(Beginning of Data for this exercise)

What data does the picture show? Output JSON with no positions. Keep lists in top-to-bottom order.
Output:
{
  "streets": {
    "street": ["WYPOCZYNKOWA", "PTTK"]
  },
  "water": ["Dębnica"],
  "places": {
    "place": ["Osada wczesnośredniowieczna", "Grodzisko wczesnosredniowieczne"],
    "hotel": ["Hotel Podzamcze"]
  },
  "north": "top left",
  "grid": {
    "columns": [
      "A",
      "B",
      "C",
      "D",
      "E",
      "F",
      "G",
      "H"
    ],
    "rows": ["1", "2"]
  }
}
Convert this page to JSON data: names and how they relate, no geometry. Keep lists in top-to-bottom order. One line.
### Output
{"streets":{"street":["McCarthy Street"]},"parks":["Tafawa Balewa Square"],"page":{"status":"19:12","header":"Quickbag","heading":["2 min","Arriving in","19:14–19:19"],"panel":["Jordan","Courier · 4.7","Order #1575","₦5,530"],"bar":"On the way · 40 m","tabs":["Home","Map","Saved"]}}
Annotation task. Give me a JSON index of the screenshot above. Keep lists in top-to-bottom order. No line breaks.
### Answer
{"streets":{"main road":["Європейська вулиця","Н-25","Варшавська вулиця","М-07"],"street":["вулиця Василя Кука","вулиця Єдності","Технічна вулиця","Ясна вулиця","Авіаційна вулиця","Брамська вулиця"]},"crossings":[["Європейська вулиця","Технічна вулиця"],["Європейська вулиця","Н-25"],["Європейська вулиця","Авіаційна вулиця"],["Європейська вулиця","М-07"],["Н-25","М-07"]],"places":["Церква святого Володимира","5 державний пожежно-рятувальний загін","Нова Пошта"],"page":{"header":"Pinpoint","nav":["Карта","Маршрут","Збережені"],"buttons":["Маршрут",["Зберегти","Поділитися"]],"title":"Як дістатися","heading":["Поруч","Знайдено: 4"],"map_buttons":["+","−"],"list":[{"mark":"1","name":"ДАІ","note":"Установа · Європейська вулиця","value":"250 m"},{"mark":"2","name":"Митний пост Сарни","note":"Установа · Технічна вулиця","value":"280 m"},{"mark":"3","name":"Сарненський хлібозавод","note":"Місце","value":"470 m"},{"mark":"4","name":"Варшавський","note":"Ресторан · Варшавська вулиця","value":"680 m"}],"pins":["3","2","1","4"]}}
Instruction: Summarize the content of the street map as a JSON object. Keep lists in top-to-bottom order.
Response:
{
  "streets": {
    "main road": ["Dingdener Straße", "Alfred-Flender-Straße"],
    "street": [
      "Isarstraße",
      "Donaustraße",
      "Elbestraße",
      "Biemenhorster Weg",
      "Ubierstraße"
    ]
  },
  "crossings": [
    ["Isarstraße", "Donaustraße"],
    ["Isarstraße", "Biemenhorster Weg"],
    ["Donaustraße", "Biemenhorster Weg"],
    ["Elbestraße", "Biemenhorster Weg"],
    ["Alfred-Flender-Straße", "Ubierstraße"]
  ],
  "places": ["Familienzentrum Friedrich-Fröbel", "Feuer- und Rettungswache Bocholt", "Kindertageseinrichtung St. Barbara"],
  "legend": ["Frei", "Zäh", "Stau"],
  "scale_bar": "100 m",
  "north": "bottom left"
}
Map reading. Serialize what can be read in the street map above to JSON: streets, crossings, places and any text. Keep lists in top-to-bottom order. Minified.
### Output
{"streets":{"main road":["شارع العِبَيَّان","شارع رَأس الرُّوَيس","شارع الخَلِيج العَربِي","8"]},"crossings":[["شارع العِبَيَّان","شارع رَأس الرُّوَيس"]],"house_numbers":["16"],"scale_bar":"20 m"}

(End of Data for this exercise)

[What you have to do] Each record should be repeated in full, exactly as it is written.

[Solved exercise]
What data does the picture show? Output JSON with no positions. Keep lists in top-to-bottom order.
Output:
{
  "streets": {
    "street": ["WYPOCZYNKOWA", "PTTK"]
  },
  "water": ["Dębnica"],
  "places": {
    "place": ["Osada wczesnośredniowieczna", "Grodzisko wczesnosredniowieczne"],
    "hotel": ["Hotel Podzamcze"]
  },
  "north": "top left",
  "grid": {
    "columns": [
      "A",
      "B",
      "C",
      "D",
      "E",
      "F",
      "G",
      "H"
    ],
    "rows": ["1", "2"]
  }
}
Convert this page to JSON data: names and how they relate, no geometry. Keep lists in top-to-bottom order. One line.
### Output
{"streets":{"street":["McCarthy Street"]},"parks":["Tafawa Balewa Square"],"page":{"status":"19:12","header":"Quickbag","heading":["2 min","Arriving in","19:14–19:19"],"panel":["Jordan","Courier · 4.7","Order #1575","₦5,530"],"bar":"On the way · 40 m","tabs":["Home","Map","Saved"]}}
Annotation task. Give me a JSON index of the screenshot above. Keep lists in top-to-bottom order. No line breaks.
### Answer
{"streets":{"main road":["Європейська вулиця","Н-25","Варшавська вулиця","М-07"],"street":["вулиця Василя Кука","вулиця Єдності","Технічна вулиця","Ясна вулиця","Авіаційна вулиця","Брамська вулиця"]},"crossings":[["Європейська вулиця","Технічна вулиця"],["Європейська вулиця","Н-25"],["Європейська вулиця","Авіаційна вулиця"],["Європейська вулиця","М-07"],["Н-25","М-07"]],"places":["Церква святого Володимира","5 державний пожежно-рятувальний загін","Нова Пошта"],"page":{"header":"Pinpoint","nav":["Карта","Маршрут","Збережені"],"buttons":["Маршрут",["Зберегти","Поділитися"]],"title":"Як дістатися","heading":["Поруч","Знайдено: 4"],"map_buttons":["+","−"],"list":[{"mark":"1","name":"ДАІ","note":"Установа · Європейська вулиця","value":"250 m"},{"mark":"2","name":"Митний пост Сарни","note":"Установа · Технічна вулиця","value":"280 m"},{"mark":"3","name":"Сарненський хлібозавод","note":"Місце","value":"470 m"},{"mark":"4","name":"Варшавський","note":"Ресторан · Варшавська вулиця","value":"680 m"}],"pins":["3","2","1","4"]}}
Instruction: Summarize the content of the street map as a JSON object. Keep lists in top-to-bottom order.
Response:
{
  "streets": {
    "main road": ["Dingdener Straße", "Alfred-Flender-Straße"],
    "street": [
      "Isarstraße",
      "Donaustraße",
      "Elbestraße",
      "Biemenhorster Weg",
      "Ubierstraße"
    ]
  },
  "crossings": [
    ["Isarstraße", "Donaustraße"],
    ["Isarstraße", "Biemenhorster Weg"],
    ["Donaustraße", "Biemenhorster Weg"],
    ["Elbestraße", "Biemenhorster Weg"],
    ["Alfred-Flender-Straße", "Ubierstraße"]
  ],
  "places": ["Familienzentrum Friedrich-Fröbel", "Feuer- und Rettungswache Bocholt", "Kindertageseinrichtung St. Barbara"],
  "legend": ["Frei", "Zäh", "Stau"],
  "scale_bar": "100 m",
  "north": "bottom left"
}
Map reading. Serialize what can be read in the street map above to JSON: streets, crossings, places and any text. Keep lists in top-to-bottom order. Minified.
### Output
{"streets":{"main road":["شارع العِبَيَّان","شارع رَأس الرُّوَيس","شارع الخَلِيج العَربِي","8"]},"crossings":[["شارع العِبَيَّان","شارع رَأس الرُّوَيس"]],"house_numbers":["16"],"scale_bar":"20 m"}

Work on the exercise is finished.